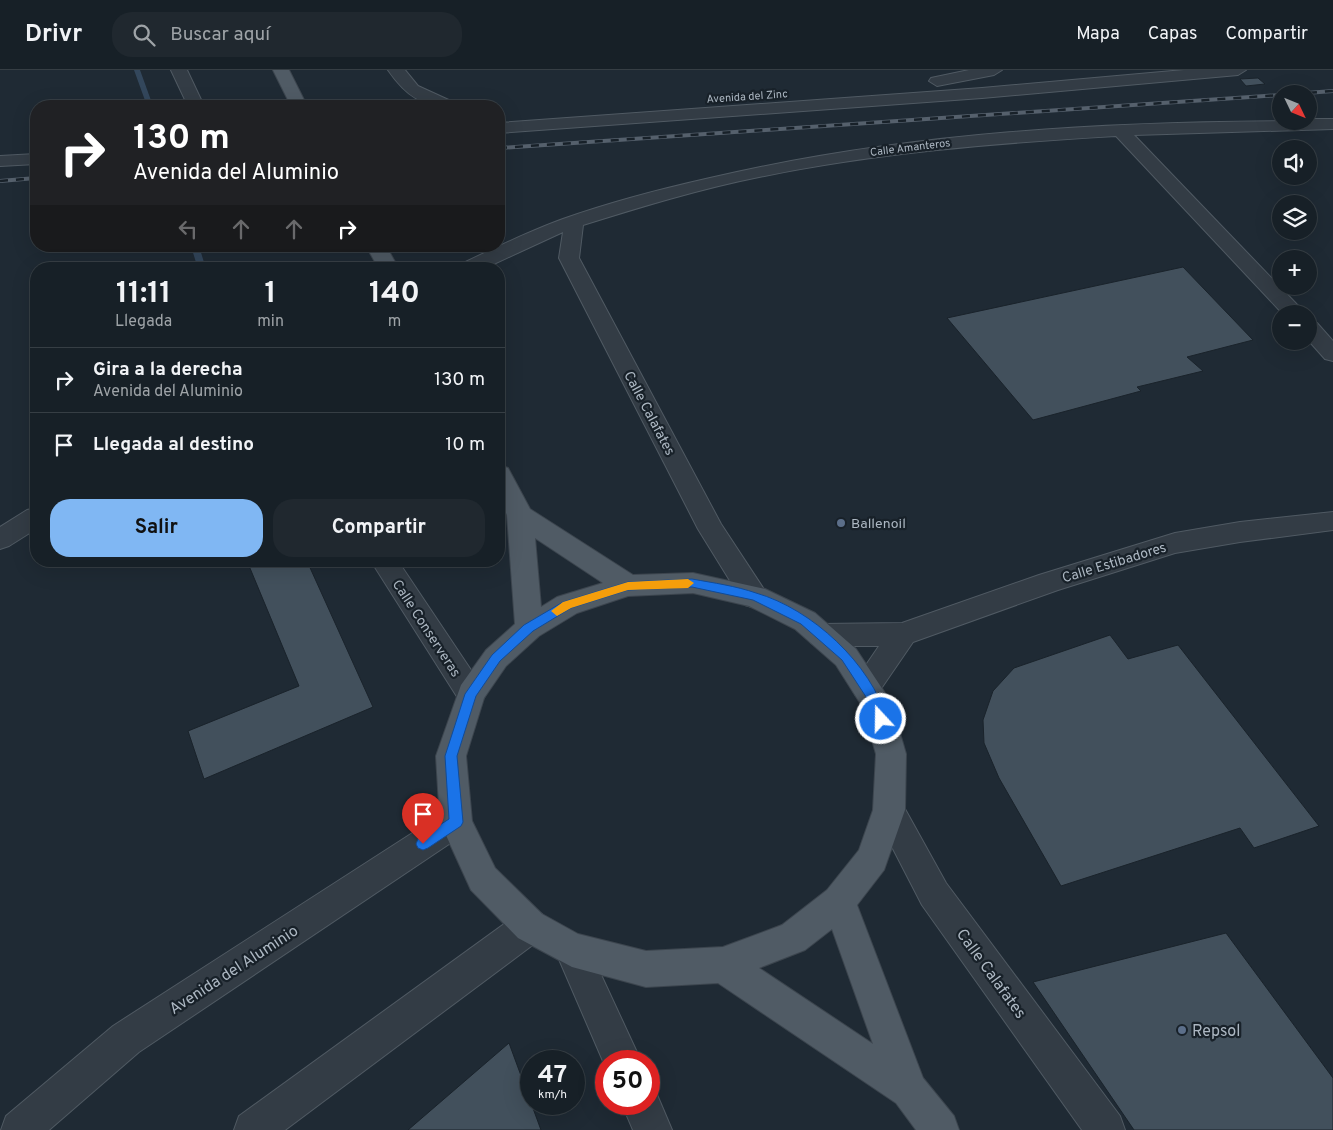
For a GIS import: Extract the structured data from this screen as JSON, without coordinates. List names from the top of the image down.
{
  "streets": {
    "street": [
      "Avenida del Zinc",
      "Calle Amanteros",
      "Calle Calafates",
      "Calle Estibadores",
      "Calle Conserveras",
      "Avenida del Aluminio"
    ]
  },
  "crossings": [
    ["Calle Amanteros", "Calle Calafates"]
  ],
  "places": ["Ballenoil", "Repsol"],
  "north": "bottom right",
  "page": {
    "header": "Drivr",
    "search": "Buscar aquí",
    "nav": ["Mapa", "Capas", "Compartir"],
    "map_buttons": ["+", "−"],
    "turn": ["130 m", "Avenida del Aluminio"],
    "eta": [
      "11:11",
      "Llegada",
      "1",
      "min",
      "140",
      "m"
    ],
    "list": [
      {
        "name": "Gira a la derecha",
        "note": "Avenida del Aluminio",
        "value": "130 m"
      },
      {
        "name": "Llegada al destino",
        "value": "10 m"
      }
    ],
    "buttons": ["Salir", "Compartir"],
    "speed": "47 km/h",
    "limit": "50"
  }
}
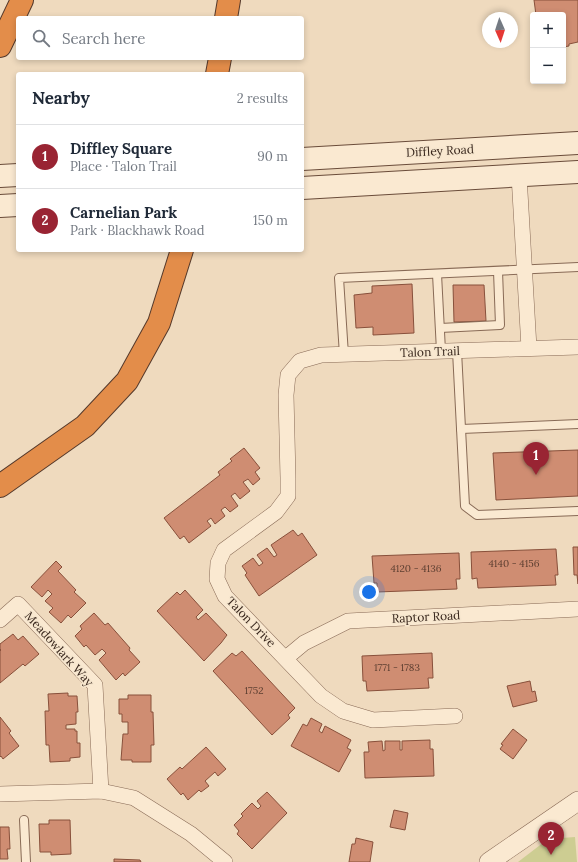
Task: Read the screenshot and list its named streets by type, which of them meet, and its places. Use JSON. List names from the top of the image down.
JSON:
{
  "streets": {
    "main road": ["Diffley Road"],
    "street": [
      "Talon Trail",
      "Raptor Road",
      "Talon Drive",
      "Meadowlark Way"
    ]
  },
  "crossings": [
    ["Talon Trail", "Talon Drive"],
    ["Raptor Road", "Talon Drive"]
  ],
  "house_numbers": [
    "4140 - 4156",
    "4120 - 4136",
    "1771 - 1783",
    "1752"
  ],
  "north": "bottom",
  "page": {
    "map_buttons": ["+", "−"],
    "search": "Search here",
    "heading": ["Nearby", "2 results"],
    "list": [
      {
        "mark": "1",
        "name": "Diffley Square",
        "note": "Place · Talon Trail",
        "value": "90 m"
      },
      {
        "mark": "2",
        "name": "Carnelian Park",
        "note": "Park · Blackhawk Road",
        "value": "150 m"
      }
    ],
    "pins": ["1", "2"]
  }
}
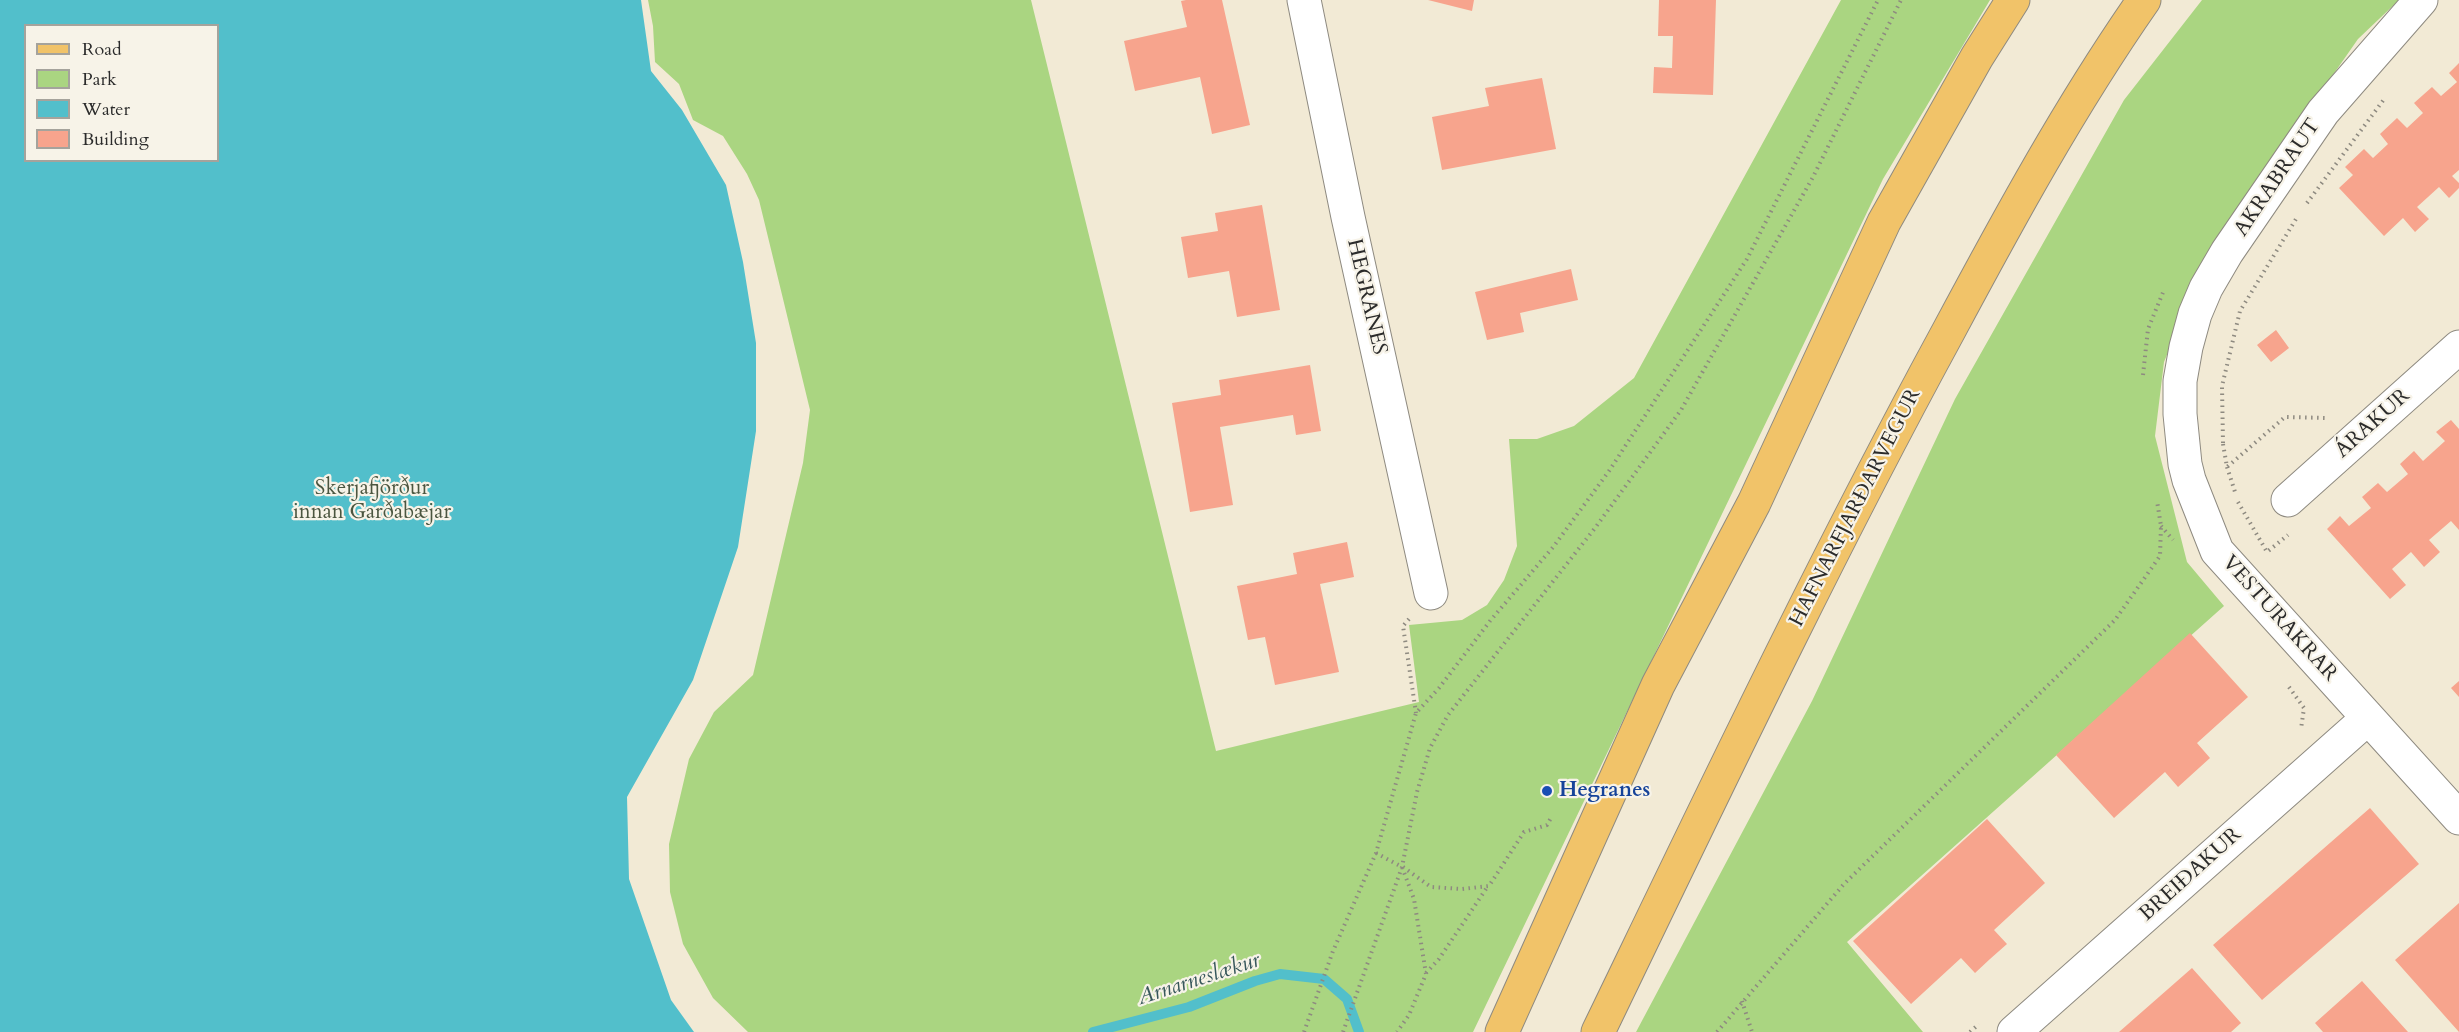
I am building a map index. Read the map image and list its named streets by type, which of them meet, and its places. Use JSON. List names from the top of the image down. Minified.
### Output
{"streets":{"main road":["HAFNARFJARÐARVEGUR"],"street":["AKRABRAUT","HEGRANES","ÁRAKUR","VESTURAKRAR","BREIÐAKUR"]},"crossings":[["AKRABRAUT","VESTURAKRAR"],["VESTURAKRAR","BREIÐAKUR"]],"water":["Arnarneslækur"],"parks":["Skerjafjörður innan Garðabæjar"],"places":["Hegranes"],"legend":["Road","Park","Water","Building"]}
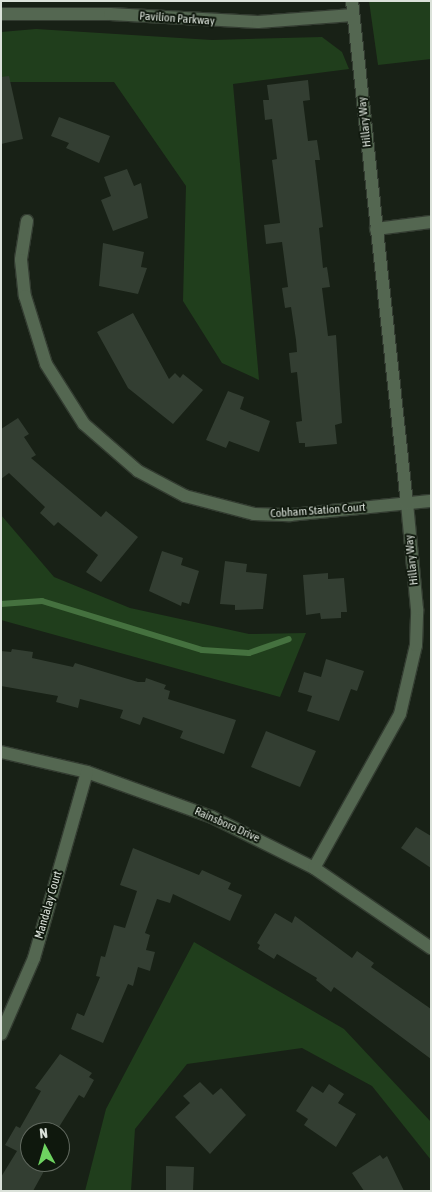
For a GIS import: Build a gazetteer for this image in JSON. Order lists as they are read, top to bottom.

[Problem statement]: Output all lines above precisely. Pictures are to be left out.

[Solution for this problem]:
For a GIS import: Extract the structured data from this screen as JSON, without coordinates. List names from the top of the image down.
{
  "streets": {
    "street": [
      "Avenida del Zinc",
      "Calle Amanteros",
      "Calle Calafates",
      "Calle Estibadores",
      "Calle Conserveras",
      "Avenida del Aluminio"
    ]
  },
  "crossings": [
    ["Calle Amanteros", "Calle Calafates"]
  ],
  "places": ["Ballenoil", "Repsol"],
  "north": "bottom right",
  "page": {
    "header": "Drivr",
    "search": "Buscar aquí",
    "nav": ["Mapa", "Capas", "Compartir"],
    "map_buttons": ["+", "−"],
    "turn": ["130 m", "Avenida del Aluminio"],
    "eta": [
      "11:11",
      "Llegada",
      "1",
      "min",
      "140",
      "m"
    ],
    "list": [
      {
        "name": "Gira a la derecha",
        "note": "Avenida del Aluminio",
        "value": "130 m"
      },
      {
        "name": "Llegada al destino",
        "value": "10 m"
      }
    ],
    "buttons": ["Salir", "Compartir"],
    "speed": "47 km/h",
    "limit": "50"
  }
}
Task: Read the screenshot and list its named streets by type, which of them meet, and its places. Use JSON. List names from the top of the image down.
JSON:
{
  "streets": {
    "main road": ["Diffley Road"],
    "street": [
      "Talon Trail",
      "Raptor Road",
      "Talon Drive",
      "Meadowlark Way"
    ]
  },
  "crossings": [
    ["Talon Trail", "Talon Drive"],
    ["Raptor Road", "Talon Drive"]
  ],
  "house_numbers": [
    "4140 - 4156",
    "4120 - 4136",
    "1771 - 1783",
    "1752"
  ],
  "north": "bottom",
  "page": {
    "map_buttons": ["+", "−"],
    "search": "Search here",
    "heading": ["Nearby", "2 results"],
    "list": [
      {
        "mark": "1",
        "name": "Diffley Square",
        "note": "Place · Talon Trail",
        "value": "90 m"
      },
      {
        "mark": "2",
        "name": "Carnelian Park",
        "note": "Park · Blackhawk Road",
        "value": "150 m"
      }
    ],
    "pins": ["1", "2"]
  }
}
I am building a map index. Read the map image and list its named streets by type, which of them meet, and its places. Use JSON. List names from the top of the image down. Minified.
### Output
{"streets":{"main road":["HAFNARFJARÐARVEGUR"],"street":["AKRABRAUT","HEGRANES","ÁRAKUR","VESTURAKRAR","BREIÐAKUR"]},"crossings":[["AKRABRAUT","VESTURAKRAR"],["VESTURAKRAR","BREIÐAKUR"]],"water":["Arnarneslækur"],"parks":["Skerjafjörður innan Garðabæjar"],"places":["Hegranes"],"legend":["Road","Park","Water","Building"]}
For a GIS import: Build a gazetteer for this image in JSON. Order lists as they are read, top to bottom.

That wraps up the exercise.